4 of 75 comments (clear)

  1. Re: Should we be using TrueCrypt 7.1a instead? by Anonymous Coward · · Score: 3, Informative

    Well, if you read the article you'll notice a long list of vulnerabilities which already existed in truecrypt and have been patched in veracrypt. Regardless of whether they're 'backdoors' or not truecrypt demonstrably has a large number of vulnerabilities that don't exist in veracrypt.

  2. Re:Should we be using TrueCrypt 7.1a instead? by Kjella · · Score: 4, Informative

    I would like this answer too, please, someone...

    If you have system encryption enabled (traditional BIOS, no UEFI support) and you have a strong passphrase and you are the only user and you're not worried that anyone can physically tamper with your system boot or rescue disc - in which case they might just as well use a key logger - then there's no critical issues.

    There are several nice to haves that make weak passwords stronger by increasing iterations, close various attacks that other users/processes can do and cleaning up better if you only use containers. The ugliest is probably a privilege escalation attack, malicious software can use the TrueCrypt driver to escalate to admin but if malware is running on your machine you probably have big problems anyway.

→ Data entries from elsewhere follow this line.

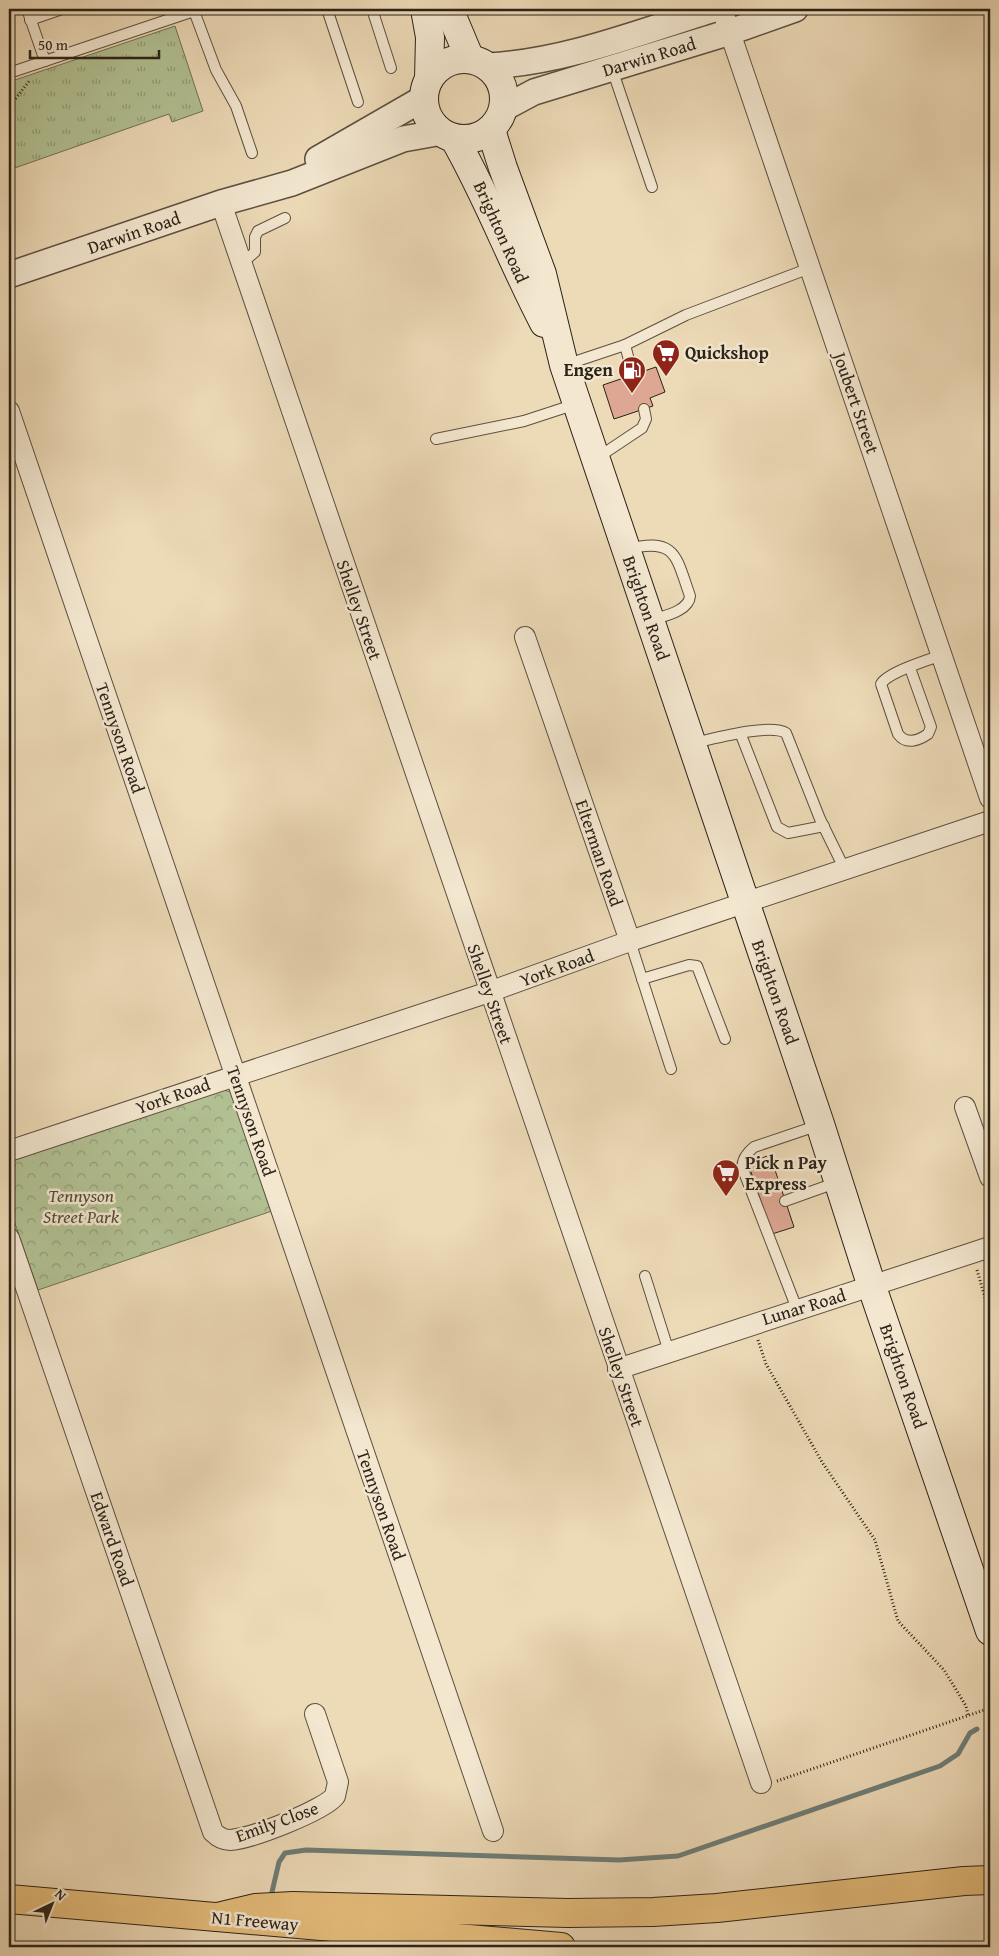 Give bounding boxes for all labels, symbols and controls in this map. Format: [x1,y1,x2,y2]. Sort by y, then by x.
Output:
scale bar [30,28,159,60]
street label: Darwin Road [599,29,699,84]
text: 50 m [38,34,69,55]
street label: Brighton Road [467,177,536,287]
street label: Darwin Road [84,204,184,261]
supermarket icon: Quickshop [651,338,681,377]
place label: Quickshop [685,339,769,366]
street label: Joubert Street [826,347,887,458]
fuel station icon: Engen [617,355,647,394]
place label: Engen [564,356,613,383]
street label: Brighton Road [616,552,677,664]
street label: Shelley Street [330,556,389,664]
street label: Tennyson Road [89,679,152,797]
street label: Elterman Road [569,796,630,910]
street label: Brighton Road [745,936,806,1048]
street label: Shelley Street [461,940,520,1048]
street label: York Road [516,942,598,993]
street label: Tennyson Road [220,1062,283,1180]
street label: York Road [132,1070,214,1121]
place label: Pick n Pay Express [745,1149,828,1197]
supermarket icon: Pick n Pay Express [711,1158,741,1197]
park label: Tennyson Street Park [43,1182,120,1230]
street label: Lunar Road [759,1281,849,1332]
street label: Brighton Road [873,1320,934,1432]
street label: Shelley Street [592,1323,651,1431]
street label: Tennyson Road [350,1446,413,1564]
street label: Edward Road [84,1488,141,1590]
street label: Emily Close [232,1794,322,1849]
north arrow [28,1878,78,1928]
text: N [51,1884,72,1905]
street label: N1 Freeway [210,1903,300,1938] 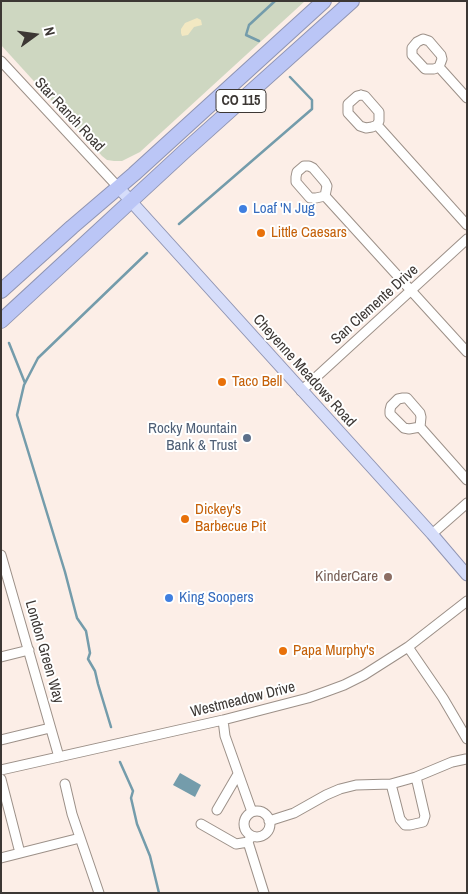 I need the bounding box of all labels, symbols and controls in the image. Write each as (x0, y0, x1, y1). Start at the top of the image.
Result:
north arrow (10, 10, 60, 60)
text: N (40, 25, 59, 38)
street label: Star Ranch Road (30, 74, 108, 156)
road number: CO 115 (216, 90, 266, 112)
place label: Loaf 'N Jug (253, 200, 315, 218)
marker: Loaf 'N Jug (237, 203, 249, 215)
place label: Little Caesars (271, 224, 347, 242)
marker: Little Caesars (255, 227, 267, 239)
street label: San Clemente Drive (328, 261, 422, 349)
street label: Cheyenne Meadows Road (249, 311, 359, 431)
place label: Taco Bell (232, 373, 282, 391)
marker: Taco Bell (216, 376, 228, 388)
place label: Rocky Mountain Bank & Trust (148, 420, 237, 455)
marker: Rocky Mountain Bank & Trust (241, 432, 253, 444)
place label: Dickey's Barbecue Pit (195, 501, 266, 536)
marker: Dickey's Barbecue Pit (179, 513, 191, 525)
place label: KinderCare (315, 568, 378, 586)
marker: KinderCare (382, 571, 394, 583)
place label: King Soopers (179, 589, 254, 607)
marker: King Soopers (163, 592, 175, 604)
street label: London Green Way (21, 598, 67, 706)
place label: Papa Murphy's (293, 642, 375, 660)
marker: Papa Murphy's (277, 645, 289, 657)
street label: Westmeadow Drive (189, 678, 297, 722) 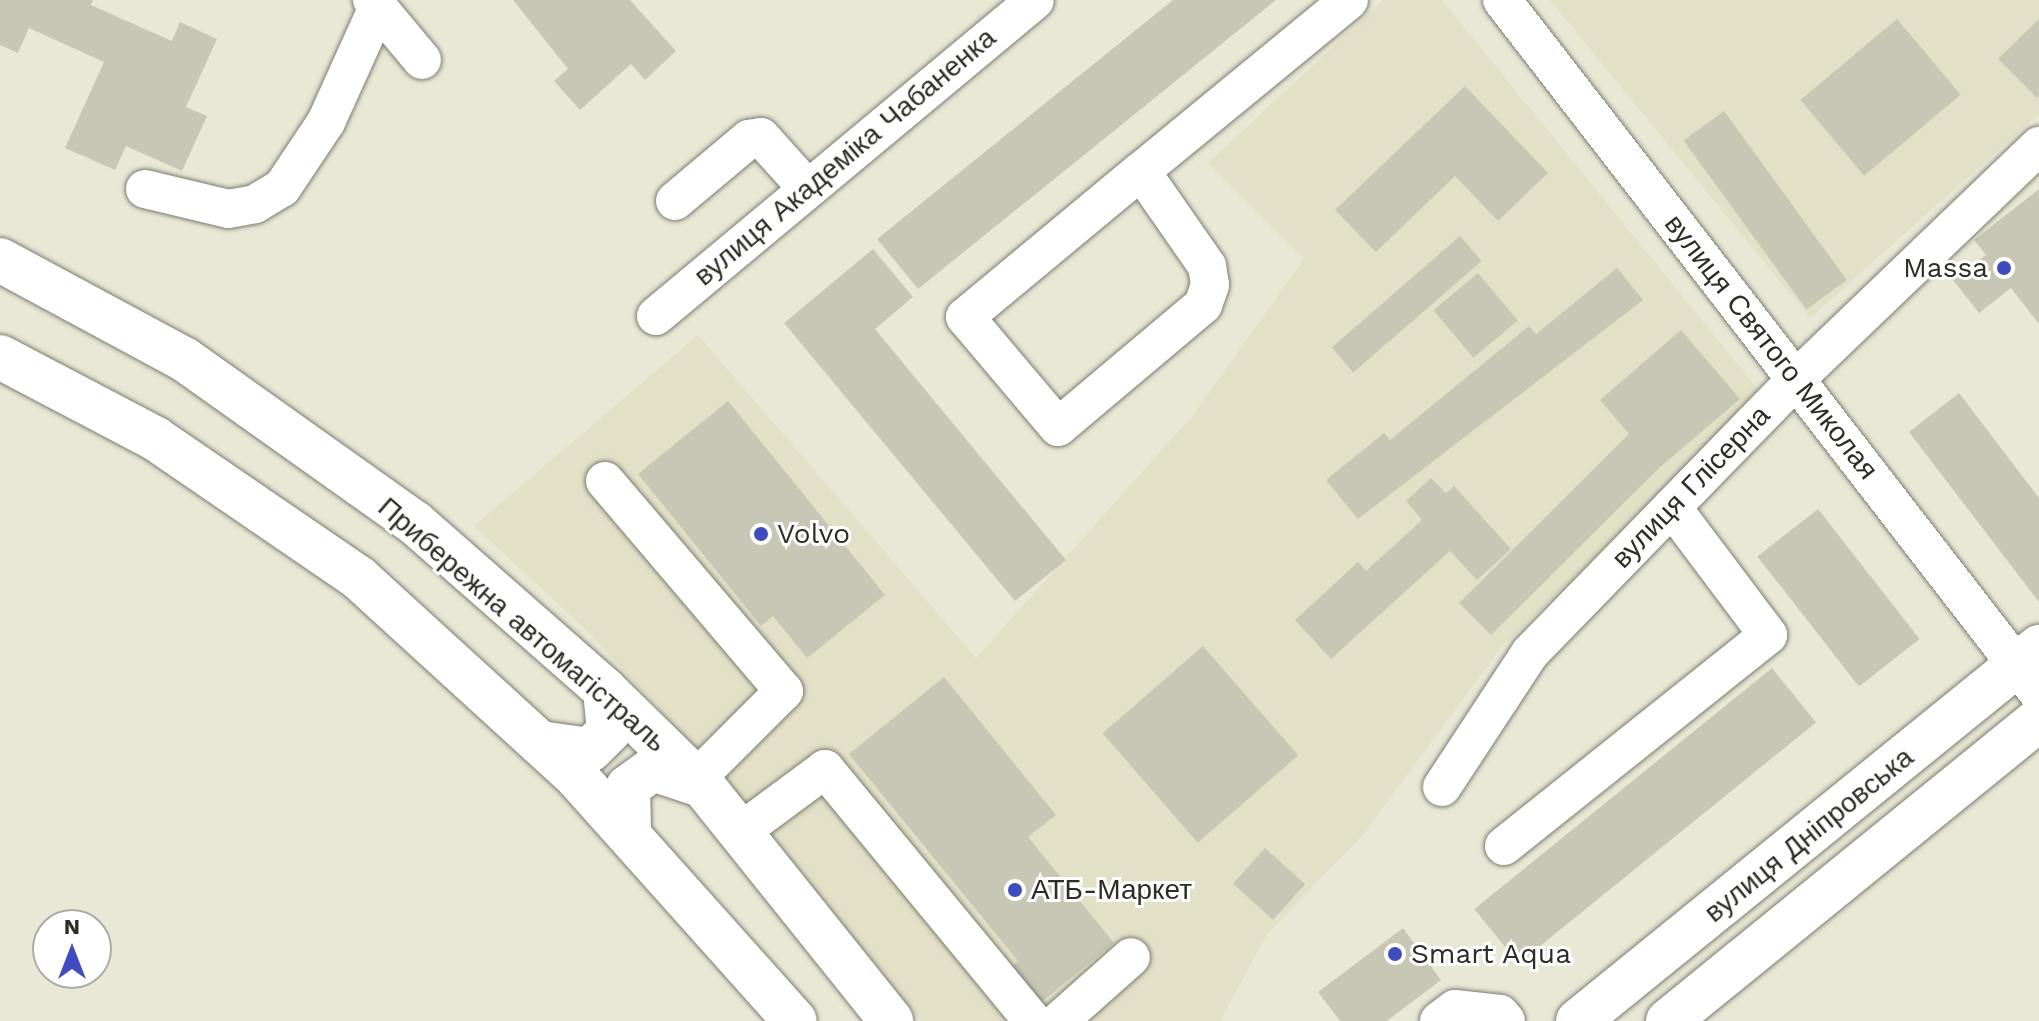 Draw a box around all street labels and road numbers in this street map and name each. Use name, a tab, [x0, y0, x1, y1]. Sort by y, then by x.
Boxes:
street label: вулиця Академіка Чабаненка	[688, 21, 1002, 293]
street label: вулиця Святого Миколая	[1657, 208, 1885, 486]
street label: вулиця Глісерна	[1605, 399, 1777, 575]
street label: Прибережна автомагістраль	[371, 491, 673, 759]
street label: вулиця Дніпровська	[1698, 740, 1920, 930]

    Probably the most interesting part about VeraCrypt is the potential for UEFI boot but apparently there's no way to secure erase the keyboard buffer, all you can do is reset it (which they didn't do, but do now) and hope the driver actually overwrites it. But if you can dump the entire UEFI memory area it might still be there. Hopefully legacy BIOS mode will be around for a while longer, in this case simpler is safer.

    --
    Live today, because you never know what tomorrow brings
  3. Re: Illusion of secure encryption on an insecure O by Anonymous Coward · · Score: 2, Informative

    My Apple computers do not phone home. Citation needed or stfu.

    Would you like to see my little snitch logs? Mac OS gets chattier with every new release.